=== DATA SECTION ===

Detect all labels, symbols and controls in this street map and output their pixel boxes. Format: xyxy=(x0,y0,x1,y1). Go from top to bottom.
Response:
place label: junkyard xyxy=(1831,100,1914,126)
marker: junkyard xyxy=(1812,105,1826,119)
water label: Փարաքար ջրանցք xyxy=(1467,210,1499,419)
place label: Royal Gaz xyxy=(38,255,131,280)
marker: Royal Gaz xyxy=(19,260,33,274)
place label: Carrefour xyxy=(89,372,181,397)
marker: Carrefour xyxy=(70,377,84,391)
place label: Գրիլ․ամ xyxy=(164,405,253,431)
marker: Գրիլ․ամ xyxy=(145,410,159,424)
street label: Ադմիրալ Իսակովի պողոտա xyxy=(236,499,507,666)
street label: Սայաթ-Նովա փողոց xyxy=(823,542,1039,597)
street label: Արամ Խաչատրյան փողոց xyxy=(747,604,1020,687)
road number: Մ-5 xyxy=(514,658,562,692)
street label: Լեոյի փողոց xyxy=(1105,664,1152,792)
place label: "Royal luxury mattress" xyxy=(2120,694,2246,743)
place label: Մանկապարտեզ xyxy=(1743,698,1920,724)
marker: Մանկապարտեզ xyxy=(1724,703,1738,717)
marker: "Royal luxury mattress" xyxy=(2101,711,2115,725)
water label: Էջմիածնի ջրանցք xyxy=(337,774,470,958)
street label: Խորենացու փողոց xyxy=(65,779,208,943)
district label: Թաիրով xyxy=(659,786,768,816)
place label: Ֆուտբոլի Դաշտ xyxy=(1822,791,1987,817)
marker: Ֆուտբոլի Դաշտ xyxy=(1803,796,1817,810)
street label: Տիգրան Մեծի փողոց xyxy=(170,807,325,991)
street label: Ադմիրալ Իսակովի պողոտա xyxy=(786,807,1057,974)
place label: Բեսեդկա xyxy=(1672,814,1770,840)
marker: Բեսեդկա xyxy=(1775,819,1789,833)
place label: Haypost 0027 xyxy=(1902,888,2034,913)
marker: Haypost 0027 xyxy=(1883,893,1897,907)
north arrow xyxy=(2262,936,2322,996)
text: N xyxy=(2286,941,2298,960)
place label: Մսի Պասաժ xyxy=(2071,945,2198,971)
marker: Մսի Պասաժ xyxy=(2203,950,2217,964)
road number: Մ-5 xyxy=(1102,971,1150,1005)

===

_EXERCISE DIRECTIONS_:
What's required is that all of the material be returned exactly.

_TASK RESPONSE_:
Detect all labels, symbols and controls in this street map and output their pixel boxes. Format: xyxy=(x0,y0,x1,y1). Go from top to bottom.
Response:
place label: junkyard xyxy=(1831,100,1914,126)
marker: junkyard xyxy=(1812,105,1826,119)
water label: Փարաքար ջրանցք xyxy=(1467,210,1499,419)
place label: Royal Gaz xyxy=(38,255,131,280)
marker: Royal Gaz xyxy=(19,260,33,274)
place label: Carrefour xyxy=(89,372,181,397)
marker: Carrefour xyxy=(70,377,84,391)
place label: Գրիլ․ամ xyxy=(164,405,253,431)
marker: Գրիլ․ամ xyxy=(145,410,159,424)
street label: Ադմիրալ Իսակովի պողոտա xyxy=(236,499,507,666)
street label: Սայաթ-Նովա փողոց xyxy=(823,542,1039,597)
street label: Արամ Խաչատրյան փողոց xyxy=(747,604,1020,687)
road number: Մ-5 xyxy=(514,658,562,692)
street label: Լեոյի փողոց xyxy=(1105,664,1152,792)
place label: "Royal luxury mattress" xyxy=(2120,694,2246,743)
place label: Մանկապարտեզ xyxy=(1743,698,1920,724)
marker: Մանկապարտեզ xyxy=(1724,703,1738,717)
marker: "Royal luxury mattress" xyxy=(2101,711,2115,725)
water label: Էջմիածնի ջրանցք xyxy=(337,774,470,958)
street label: Խորենացու փողոց xyxy=(65,779,208,943)
district label: Թաիրով xyxy=(659,786,768,816)
place label: Ֆուտբոլի Դաշտ xyxy=(1822,791,1987,817)
marker: Ֆուտբոլի Դաշտ xyxy=(1803,796,1817,810)
street label: Տիգրան Մեծի փողոց xyxy=(170,807,325,991)
street label: Ադմիրալ Իսակովի պողոտա xyxy=(786,807,1057,974)
place label: Բեսեդկա xyxy=(1672,814,1770,840)
marker: Բեսեդկա xyxy=(1775,819,1789,833)
place label: Haypost 0027 xyxy=(1902,888,2034,913)
marker: Haypost 0027 xyxy=(1883,893,1897,907)
north arrow xyxy=(2262,936,2322,996)
text: N xyxy=(2286,941,2298,960)
place label: Մսի Պասաժ xyxy=(2071,945,2198,971)
marker: Մսի Պասաժ xyxy=(2203,950,2217,964)
road number: Մ-5 xyxy=(1102,971,1150,1005)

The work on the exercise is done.